By Friday morning, Weis learned that Montana had passed away the previous night. By early in the first period on Saturday, Weis’ promise took on a new light.

Washington’s opening possession ended with an Irish fumble recovery at their own one. However, Weis stuck with his promise, called a pass to the right side on a play in which all the action went to the left – and Brady Quinn made it work out of his own end zone by hitting tight end Anthony Fasano, who promptly hurdled a Huskie defender for 13 yards and the first down.

Maybe no one would even have become aware of the situation had not Montana’s mother contacted a local South Bend television station later on Saturday.

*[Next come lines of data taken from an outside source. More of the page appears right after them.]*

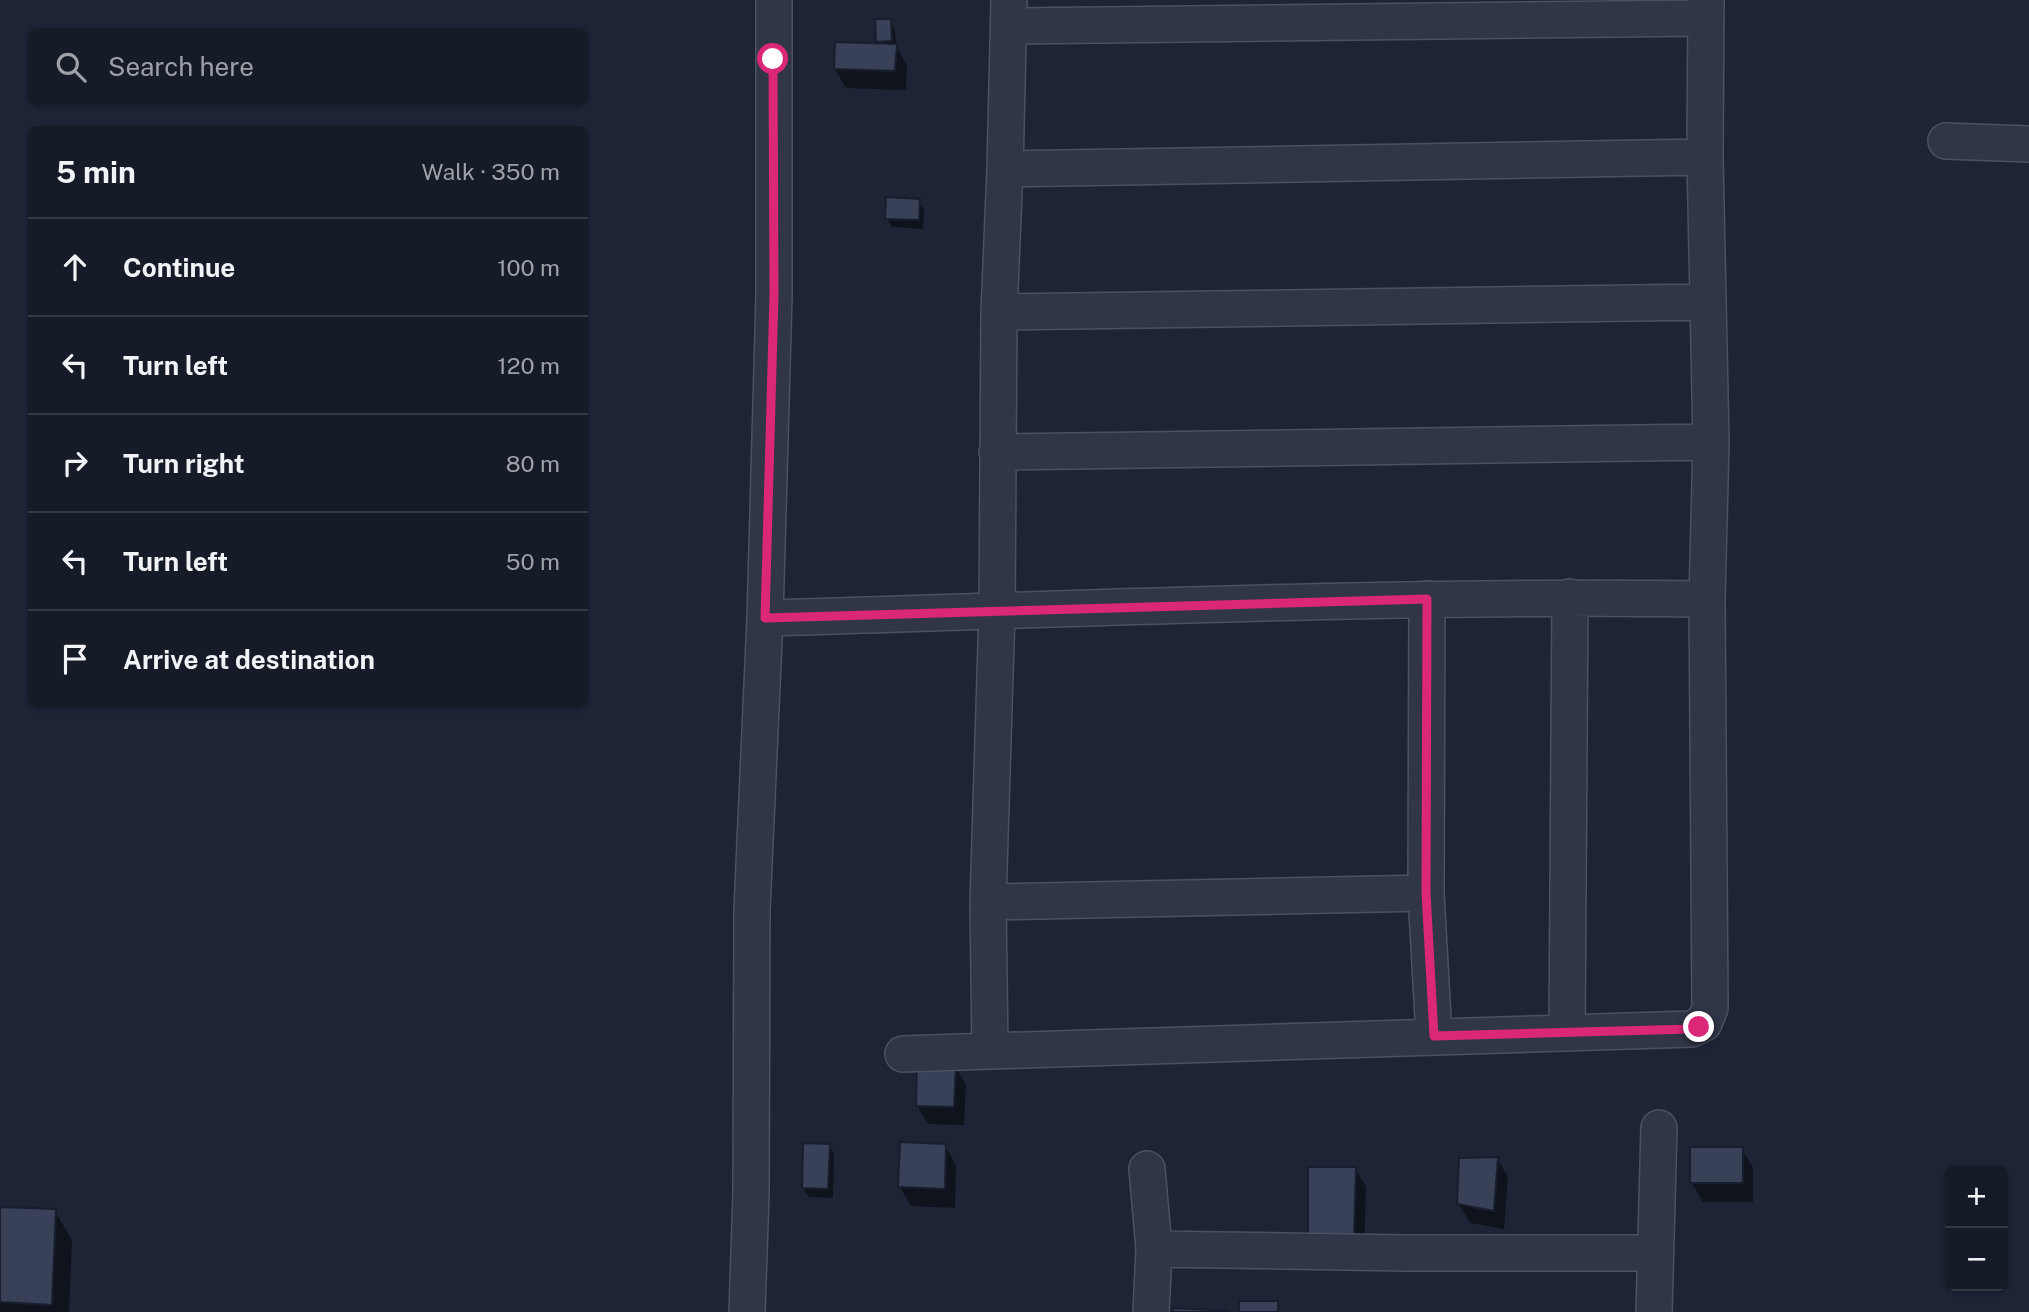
<!DOCTYPE html>
<html lang="en">
<head>
<meta charset="utf-8">
<style>
  body { margin:0; font-family:"Public Sans",sans-serif; background:#1f2430; color:#f1f3f6 }
  .controls { position:absolute; right:21px; bottom:21px; display:grid; overflow:hidden; border-radius:10px; box-shadow:0 2px 5px #0004 }
  .controls button { width:63px; height:63px; display:grid; place-items:center; padding:0; border:0; border-bottom:2px solid #353945; background:#161b28; color:#f1f3f6; font:35px sans-serif }
  .stop { position:absolute; width:21px; height:21px; margin:-16px; border:5px solid #db2777; border-radius:50%; background:#fff }
  .stop.end { background:#db2777; border-color:#fff; box-shadow:0 2px 7px #0008 }
  .list { margin:0; padding:0; list-style:none }
  h2 { display:flex; justify-content:space-between; align-items:center; height:91px; margin:0; padding:0 28px; font-size:30px }
  h2 small { font-size:23px; font-weight:400; color:#9ea1a8 }
  .list li { display:grid; grid-template-columns:46px 1fr auto; gap:21px; align-items:center; box-sizing:border-box; height:98px; padding:0 28px; border-top:2px solid #353945 }
  .list b { display:block; font-size:26px; white-space:nowrap }
  .list em { font-size:23px; font-style:normal; color:#9ea1a8 }
  .icon { flex:none; width:38px; height:38px; fill:none; stroke:currentColor; stroke-width:2; stroke-linecap:round; stroke-linejoin:round }
  .map { position:relative; flex:none; width:2029px; height:1312px; overflow:hidden }
  .search { position:absolute; background:#161b28; box-shadow:0 2px 5px #0004; left:28px; top:28px; width:560px; height:77px; display:flex; align-items:center; gap:18px; box-sizing:border-box; padding:0 24px; border-radius:10px; color:#9ea1a8; font-size:26px }
  .panel { position:absolute; background:#161b28; box-shadow:0 2px 5px #0004; left:28px; top:126px; width:560px; height:581px; border-radius:10px }
  .map>svg:first-child { display:block }
  .shadow { fill:#0007 }
  .building { fill:#384158; stroke:#181e2d; stroke-width:2 }
  .lines { fill:none; stroke-linecap:round; stroke-linejoin:round }
  .minor-casing { stroke:#4b5162; stroke-width:38 }
  .minor { stroke:#303647; stroke-width:35 }
  .route { stroke:#db2777; stroke-width:9 }
</style>
</head>
<body>
<div class="map">
<svg width="2029" height="1312" viewBox="0 0 2029 1312">
  <rect width="100%" height="100%" fill="#1d2436"/>
  <path class="shadow" d="M890,20L895,30L896,46L907,65L906,90L846,88L835,69L880,45L878,41Z
    M919,201L924,210L923,229L892,227L887,218Z
    M955,1066L966,1085L964,1125L928,1124L917,1105Z
    M829,1145L834,1154L833,1198L809,1197L803,1188Z
    M945,1146L956,1165L955,1208L911,1206L900,1187Z
    M1742,1149L1753,1168V1202H1703L1692,1183Z
    M1497,1158L1508,1177L1504,1229L1470,1223L1459,1204Z
    M1355,1168L1366,1187L1364,1256L1321,1257Z
    M0,1209L55,1211L72,1240L69,1312H0Z"/>
  <path class="building" d="M875,19H891L892,41L876,42Z
    M835,42L897,44L895,71L834,69Z
    M886,197L920,199L919,220L885,219Z
    M917,1063L956,1065L954,1107L916,1106Z
    M900,1142L946,1144L945,1189L898,1187Z
    M803,1143L830,1144L828,1189L802,1188Z
    M1690,1147H1743V1183H1690Z
    M1498,1157L1494,1211L1457,1204L1459,1158Z
    M1308,1167H1356L1354,1237L1308,1238Z
    M0,1207L56,1209L52,1305L0,1302Z
    M1239,1301H1278V1312H1239Z
    M1173,1308L1229,1311V1312H1172Z"/>
  <g class="lines">
    <defs>
      <path id="minor" d="M1009,0L1005,169L999,312L997,611L988,902L990,1051L1692,1029L1704,1023L1710,1008L1707,599L1711,442L1705,157L1706,0
        M1009,26L1706,18
        M1946,141L2029,144
        M1005,169L1705,157
        M999,312L1708,302
        M997,452L1711,442
        M1427,599L1426,893L1434,1036
        M765,618C1079,609 1393,595 1707,599
        M988,902L1426,893
        M1567,1033L1570,597
        M903,1054L990,1051
        M1147,1169L1154,1249L1151,1312
        M1154,1249L1407,1253H1656
        M747,1312L751,1193L752,910L765,618L774,295V0
        M1654,1312L1659,1128"/>
    </defs>
    <use href="#minor" class="minor-casing"/>
    <use href="#minor" class="minor"/>
  </g>
  <g class="lines">
    <path class="route" d="M773,59L774,295L765,618L1427,599L1426,893L1434,1036L1692,1029L1699,1027"/>
  </g>
</svg>
<div class="controls">
<button>+</button>
<button>−</button>
</div>
<div class="stop" style="left:773px;top:59px"></div>
<div class="stop end" style="left:1699px;top:1027px"></div>
<div class="search"><svg class="icon" aria-label="search" viewBox="0 0 24 24"><circle cx="10" cy="10" r="6"/><path d="M15 15l6 6"/></svg>Search here</div>
<section class="panel">
<h2>5 min<small>Walk · 350 m</small></h2>
<ul class="list">
<li><svg class="icon" aria-label="ahead" viewBox="0 0 24 24"><path d="M12 20V5M6 11l6-6 6 6"/></svg><div><b>Continue</b></div><em>100 m</em></li>
<li><svg class="icon" aria-label="left" viewBox="0 0 24 24"><path d="M17 20v-9H6M10 6l-5 5 5 5"/></svg><div><b>Turn left</b></div><em>120 m</em></li>
<li><svg class="icon" aria-label="right" viewBox="0 0 24 24"><path d="M7 20v-9h11M14 6l5 5-5 5"/></svg><div><b>Turn right</b></div><em>80 m</em></li>
<li><svg class="icon" aria-label="left" viewBox="0 0 24 24"><path d="M17 20v-9H6M10 6l-5 5 5 5"/></svg><div><b>Turn left</b></div><em>50 m</em></li>
<li><svg class="icon" aria-label="arrive" viewBox="0 0 24 24"><path d="M6 21V4h12l-3 4 3 4H6"/></svg><div><b>Arrive at destination</b></div></li>
</ul>
</section>
</div>
</body>
</html>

By Sunday, “Pass Right” had become a national story.

Three weeks later, after that fateful, game-winning drive by USC, Weis took his son along on a postgame visit to a surprised Trojan lockerroom to congratulate the visitors on their victory.

A month later, Weis brought his team to stand alongside the Navy players postgame — while the Naval Academy pep band played its alma mater. You could have heard a pin drop in Notre Dame Stadium – at a time fans normally are gathering their belongs and heading for the exits.

While Irish fans wanted to make BCS talk the topic d’jour the week Notre Dame closed its home season against a 1-9 Syracuse team, Weis kept the focus on the 34 Irish seniors and watched from afar as the Notre Dame veterans took an emotional, final victory lap after the Irish win.

So, while a BCS invitation and 9-2 regular-season mark (including a pair of three-point losses that went down to the final plays) lent instant credibility to the Notre Dame program, Irish fans learned their new head coach could warm – and earn — their hearts in more ways than one.